Energy nonconservation and relativistic trajectories: Unimodular gravity and beyond

TL;DR

This paper explores how energy nonconservation can be incorporated into gravity theories, deriving particle trajectories under such conditions, with a focus on unimodular gravity and constraints from Solar system data.

Contribution

It identifies conditions for energy-momentum nonconservation, derives trajectories for energy-losing particles, and applies these concepts to unimodular gravity with observational limits.

Findings

Energy nonconservation induces specific accelerations in particle trajectories.

In unimodular gravity, trajectories can be analytically determined under spherical symmetry.

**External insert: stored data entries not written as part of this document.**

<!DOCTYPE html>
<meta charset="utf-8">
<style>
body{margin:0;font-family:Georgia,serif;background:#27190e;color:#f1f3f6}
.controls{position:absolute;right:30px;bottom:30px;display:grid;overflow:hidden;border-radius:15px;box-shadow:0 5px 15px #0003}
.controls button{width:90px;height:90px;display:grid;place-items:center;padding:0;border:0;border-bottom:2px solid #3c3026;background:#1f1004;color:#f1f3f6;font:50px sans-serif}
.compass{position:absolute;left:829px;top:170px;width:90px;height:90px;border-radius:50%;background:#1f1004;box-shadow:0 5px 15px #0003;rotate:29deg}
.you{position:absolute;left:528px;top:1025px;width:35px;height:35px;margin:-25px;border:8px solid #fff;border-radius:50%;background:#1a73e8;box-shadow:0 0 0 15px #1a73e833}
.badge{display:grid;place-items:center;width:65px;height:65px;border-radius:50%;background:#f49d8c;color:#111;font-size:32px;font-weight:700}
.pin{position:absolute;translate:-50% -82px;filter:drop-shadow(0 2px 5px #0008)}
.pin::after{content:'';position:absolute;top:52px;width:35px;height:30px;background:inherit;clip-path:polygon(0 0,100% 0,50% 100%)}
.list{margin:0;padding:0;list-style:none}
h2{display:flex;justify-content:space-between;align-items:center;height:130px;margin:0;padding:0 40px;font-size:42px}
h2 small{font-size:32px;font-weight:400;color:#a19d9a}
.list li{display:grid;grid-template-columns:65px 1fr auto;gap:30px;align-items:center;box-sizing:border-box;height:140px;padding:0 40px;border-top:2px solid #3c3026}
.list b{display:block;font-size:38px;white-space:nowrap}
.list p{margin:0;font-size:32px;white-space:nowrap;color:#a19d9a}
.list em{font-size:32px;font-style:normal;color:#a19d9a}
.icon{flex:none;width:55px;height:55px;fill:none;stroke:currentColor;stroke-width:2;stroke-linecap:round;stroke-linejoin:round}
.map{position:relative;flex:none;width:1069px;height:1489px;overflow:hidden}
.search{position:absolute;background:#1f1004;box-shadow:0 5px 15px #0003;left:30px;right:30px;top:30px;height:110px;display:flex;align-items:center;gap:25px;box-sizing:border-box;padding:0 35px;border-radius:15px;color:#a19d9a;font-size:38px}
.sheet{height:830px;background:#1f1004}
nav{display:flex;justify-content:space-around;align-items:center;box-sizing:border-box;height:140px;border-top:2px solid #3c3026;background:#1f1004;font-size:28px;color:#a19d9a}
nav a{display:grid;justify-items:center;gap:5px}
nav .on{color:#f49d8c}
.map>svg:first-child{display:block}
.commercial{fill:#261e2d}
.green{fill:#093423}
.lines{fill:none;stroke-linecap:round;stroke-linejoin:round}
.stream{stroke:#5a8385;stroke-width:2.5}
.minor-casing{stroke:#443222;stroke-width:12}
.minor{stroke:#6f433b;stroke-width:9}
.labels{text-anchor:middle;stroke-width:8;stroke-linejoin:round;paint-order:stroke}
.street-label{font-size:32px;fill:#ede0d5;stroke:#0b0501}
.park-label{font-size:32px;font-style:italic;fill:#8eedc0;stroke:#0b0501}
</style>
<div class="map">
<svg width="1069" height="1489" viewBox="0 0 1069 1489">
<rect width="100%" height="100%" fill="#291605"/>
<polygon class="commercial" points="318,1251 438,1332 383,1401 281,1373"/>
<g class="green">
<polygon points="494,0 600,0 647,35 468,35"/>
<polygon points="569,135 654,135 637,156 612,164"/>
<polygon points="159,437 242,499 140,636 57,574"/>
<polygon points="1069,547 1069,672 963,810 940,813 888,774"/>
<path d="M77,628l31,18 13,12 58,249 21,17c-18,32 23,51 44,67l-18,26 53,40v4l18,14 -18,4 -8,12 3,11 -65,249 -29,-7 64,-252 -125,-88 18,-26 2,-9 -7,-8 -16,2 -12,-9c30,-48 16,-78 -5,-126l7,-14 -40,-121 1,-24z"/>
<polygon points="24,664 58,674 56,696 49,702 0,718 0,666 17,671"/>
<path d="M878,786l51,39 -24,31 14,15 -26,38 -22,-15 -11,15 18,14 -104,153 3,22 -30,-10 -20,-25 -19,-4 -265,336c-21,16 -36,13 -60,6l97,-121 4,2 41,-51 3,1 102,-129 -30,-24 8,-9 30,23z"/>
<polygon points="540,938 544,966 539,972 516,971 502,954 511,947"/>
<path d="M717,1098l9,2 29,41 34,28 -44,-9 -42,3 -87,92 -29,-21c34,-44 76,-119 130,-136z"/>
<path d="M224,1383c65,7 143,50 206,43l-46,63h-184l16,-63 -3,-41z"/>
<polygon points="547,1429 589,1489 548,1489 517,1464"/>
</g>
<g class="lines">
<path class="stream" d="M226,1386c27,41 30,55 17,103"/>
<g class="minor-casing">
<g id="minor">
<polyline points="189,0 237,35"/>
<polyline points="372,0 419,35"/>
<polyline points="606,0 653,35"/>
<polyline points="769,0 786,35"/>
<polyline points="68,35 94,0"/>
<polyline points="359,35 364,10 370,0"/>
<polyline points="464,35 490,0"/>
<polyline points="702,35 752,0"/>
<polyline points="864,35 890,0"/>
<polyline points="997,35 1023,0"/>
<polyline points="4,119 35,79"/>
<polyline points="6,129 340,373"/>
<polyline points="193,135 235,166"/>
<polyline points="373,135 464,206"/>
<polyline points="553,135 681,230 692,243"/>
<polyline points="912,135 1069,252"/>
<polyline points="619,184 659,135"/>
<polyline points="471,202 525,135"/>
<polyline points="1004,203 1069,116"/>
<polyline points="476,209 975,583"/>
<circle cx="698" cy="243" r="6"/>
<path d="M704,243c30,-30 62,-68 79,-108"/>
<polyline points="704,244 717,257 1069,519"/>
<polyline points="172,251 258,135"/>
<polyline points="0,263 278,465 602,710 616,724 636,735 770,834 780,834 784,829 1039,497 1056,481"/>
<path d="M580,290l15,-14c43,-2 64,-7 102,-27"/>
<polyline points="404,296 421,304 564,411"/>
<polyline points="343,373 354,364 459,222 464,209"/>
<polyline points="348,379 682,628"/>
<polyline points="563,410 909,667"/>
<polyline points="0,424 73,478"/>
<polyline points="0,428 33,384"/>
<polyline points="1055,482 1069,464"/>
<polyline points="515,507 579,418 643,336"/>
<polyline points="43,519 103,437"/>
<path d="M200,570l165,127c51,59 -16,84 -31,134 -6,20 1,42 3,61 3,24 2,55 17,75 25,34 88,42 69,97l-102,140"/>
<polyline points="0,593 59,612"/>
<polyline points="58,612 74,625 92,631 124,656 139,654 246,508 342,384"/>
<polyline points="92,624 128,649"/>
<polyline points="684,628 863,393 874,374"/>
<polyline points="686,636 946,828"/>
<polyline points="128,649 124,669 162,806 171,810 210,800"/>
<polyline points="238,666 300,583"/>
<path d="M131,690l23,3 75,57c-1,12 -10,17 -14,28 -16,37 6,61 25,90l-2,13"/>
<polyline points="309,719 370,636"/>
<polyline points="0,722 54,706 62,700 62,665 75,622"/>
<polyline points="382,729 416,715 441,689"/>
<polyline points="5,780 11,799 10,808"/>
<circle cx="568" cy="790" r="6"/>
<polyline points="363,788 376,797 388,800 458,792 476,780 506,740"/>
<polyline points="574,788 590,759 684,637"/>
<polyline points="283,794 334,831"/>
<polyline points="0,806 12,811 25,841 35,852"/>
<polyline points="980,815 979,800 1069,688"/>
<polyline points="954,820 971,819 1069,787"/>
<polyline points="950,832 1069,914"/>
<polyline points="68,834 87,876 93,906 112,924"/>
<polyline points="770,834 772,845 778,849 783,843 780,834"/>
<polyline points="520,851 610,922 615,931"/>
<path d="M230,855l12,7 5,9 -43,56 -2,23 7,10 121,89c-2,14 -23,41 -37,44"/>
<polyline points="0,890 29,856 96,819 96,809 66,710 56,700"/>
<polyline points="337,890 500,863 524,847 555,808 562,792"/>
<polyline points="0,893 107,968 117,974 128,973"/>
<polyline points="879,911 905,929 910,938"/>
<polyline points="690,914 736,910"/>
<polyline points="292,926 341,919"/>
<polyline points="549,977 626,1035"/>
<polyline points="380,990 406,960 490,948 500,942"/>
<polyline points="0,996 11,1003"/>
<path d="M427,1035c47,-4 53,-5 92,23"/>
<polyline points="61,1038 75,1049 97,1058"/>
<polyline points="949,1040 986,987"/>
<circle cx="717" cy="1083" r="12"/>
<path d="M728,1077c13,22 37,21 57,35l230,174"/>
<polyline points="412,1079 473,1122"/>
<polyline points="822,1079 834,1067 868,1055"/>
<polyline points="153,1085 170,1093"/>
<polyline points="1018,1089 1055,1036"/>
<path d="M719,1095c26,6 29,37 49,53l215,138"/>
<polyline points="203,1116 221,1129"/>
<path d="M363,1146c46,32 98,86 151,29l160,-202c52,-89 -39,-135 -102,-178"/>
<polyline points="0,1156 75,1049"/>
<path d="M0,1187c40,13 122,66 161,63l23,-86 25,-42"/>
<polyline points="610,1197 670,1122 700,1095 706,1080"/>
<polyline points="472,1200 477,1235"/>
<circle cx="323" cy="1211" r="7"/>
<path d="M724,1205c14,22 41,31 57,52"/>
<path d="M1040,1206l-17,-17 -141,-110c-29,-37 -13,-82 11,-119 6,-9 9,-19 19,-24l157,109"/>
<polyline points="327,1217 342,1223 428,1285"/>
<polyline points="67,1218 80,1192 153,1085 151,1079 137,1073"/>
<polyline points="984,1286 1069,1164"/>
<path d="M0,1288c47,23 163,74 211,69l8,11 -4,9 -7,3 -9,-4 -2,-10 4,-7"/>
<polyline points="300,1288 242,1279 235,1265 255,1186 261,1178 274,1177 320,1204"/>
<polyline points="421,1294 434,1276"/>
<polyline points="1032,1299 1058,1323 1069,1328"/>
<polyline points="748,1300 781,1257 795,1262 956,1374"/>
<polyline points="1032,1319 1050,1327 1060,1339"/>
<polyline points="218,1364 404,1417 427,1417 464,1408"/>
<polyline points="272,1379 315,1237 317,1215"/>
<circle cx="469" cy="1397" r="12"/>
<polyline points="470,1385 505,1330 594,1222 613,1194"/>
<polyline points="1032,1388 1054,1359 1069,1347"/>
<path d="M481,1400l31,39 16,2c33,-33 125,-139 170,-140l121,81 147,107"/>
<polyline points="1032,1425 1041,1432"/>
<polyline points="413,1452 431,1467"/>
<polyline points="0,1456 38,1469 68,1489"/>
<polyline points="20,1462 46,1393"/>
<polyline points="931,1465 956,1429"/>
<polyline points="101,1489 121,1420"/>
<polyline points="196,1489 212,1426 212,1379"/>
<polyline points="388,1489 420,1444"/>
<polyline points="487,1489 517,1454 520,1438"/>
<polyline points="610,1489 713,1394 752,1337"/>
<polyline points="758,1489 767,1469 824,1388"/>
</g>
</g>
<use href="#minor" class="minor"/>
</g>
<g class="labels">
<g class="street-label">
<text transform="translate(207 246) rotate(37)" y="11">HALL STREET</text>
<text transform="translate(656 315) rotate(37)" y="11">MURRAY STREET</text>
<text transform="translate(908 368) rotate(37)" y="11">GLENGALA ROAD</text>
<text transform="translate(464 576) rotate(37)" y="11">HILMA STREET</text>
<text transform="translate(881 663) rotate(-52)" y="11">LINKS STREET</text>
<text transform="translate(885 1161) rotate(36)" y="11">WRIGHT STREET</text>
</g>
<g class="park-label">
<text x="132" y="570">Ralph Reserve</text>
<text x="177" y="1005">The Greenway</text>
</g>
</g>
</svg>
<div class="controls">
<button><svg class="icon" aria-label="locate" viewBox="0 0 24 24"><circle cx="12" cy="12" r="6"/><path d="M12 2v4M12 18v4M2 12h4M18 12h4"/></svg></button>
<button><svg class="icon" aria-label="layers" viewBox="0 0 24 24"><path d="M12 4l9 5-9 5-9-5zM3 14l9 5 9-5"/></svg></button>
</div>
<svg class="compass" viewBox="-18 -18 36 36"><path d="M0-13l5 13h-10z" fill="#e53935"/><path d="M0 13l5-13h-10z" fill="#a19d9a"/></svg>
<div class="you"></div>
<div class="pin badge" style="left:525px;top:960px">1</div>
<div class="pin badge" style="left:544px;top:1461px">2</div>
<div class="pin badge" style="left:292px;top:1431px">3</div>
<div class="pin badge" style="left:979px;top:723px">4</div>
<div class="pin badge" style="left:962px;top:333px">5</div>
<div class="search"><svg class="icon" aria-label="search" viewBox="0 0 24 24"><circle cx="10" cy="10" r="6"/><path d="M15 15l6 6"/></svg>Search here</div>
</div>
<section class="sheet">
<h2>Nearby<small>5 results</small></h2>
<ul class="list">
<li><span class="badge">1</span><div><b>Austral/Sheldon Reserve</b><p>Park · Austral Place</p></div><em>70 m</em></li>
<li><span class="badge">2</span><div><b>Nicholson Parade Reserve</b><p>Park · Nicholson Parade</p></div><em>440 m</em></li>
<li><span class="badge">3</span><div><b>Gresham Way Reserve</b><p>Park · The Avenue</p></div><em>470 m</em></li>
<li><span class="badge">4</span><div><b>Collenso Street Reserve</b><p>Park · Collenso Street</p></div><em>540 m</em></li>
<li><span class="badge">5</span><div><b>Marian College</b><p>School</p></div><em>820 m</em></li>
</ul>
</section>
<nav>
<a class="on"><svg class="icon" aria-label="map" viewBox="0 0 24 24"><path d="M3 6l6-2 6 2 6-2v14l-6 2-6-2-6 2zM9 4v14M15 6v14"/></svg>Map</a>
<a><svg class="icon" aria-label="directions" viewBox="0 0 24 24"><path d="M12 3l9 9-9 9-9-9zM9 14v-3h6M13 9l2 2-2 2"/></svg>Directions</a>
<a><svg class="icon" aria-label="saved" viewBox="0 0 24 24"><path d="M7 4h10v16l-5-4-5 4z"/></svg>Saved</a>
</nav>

Solar system observations place bounds on energy nonconservation parameters.

Abstract

Energy conservation has the status of a fundamental physical principle. However, measurements in quantum mechanics do not comply with energy conservation. Therefore, it is expected that a more fundamental theory of gravity -- one that is less incompatible with quantum mechanics -- should admit energy nonconservations. This paper begins by identifying the conditions for a theory to have an energy-momentum tensor that is not conserved. Then, the trajectory equation for pointlike particles that lose energy is derived, showing that energy nonconservation produces a particular acceleration. As an example, the unimodular theory of gravity is studied. Interestingly, in spherical symmetry, given that there is a generalized Birkhoff theorem and that the energy-momentum tensor divergence is a closed form, the trajectories of test particles that lose energy can be found using well known methods. Finally, limits on the energy nonconservation parameters are set using Solar system observations.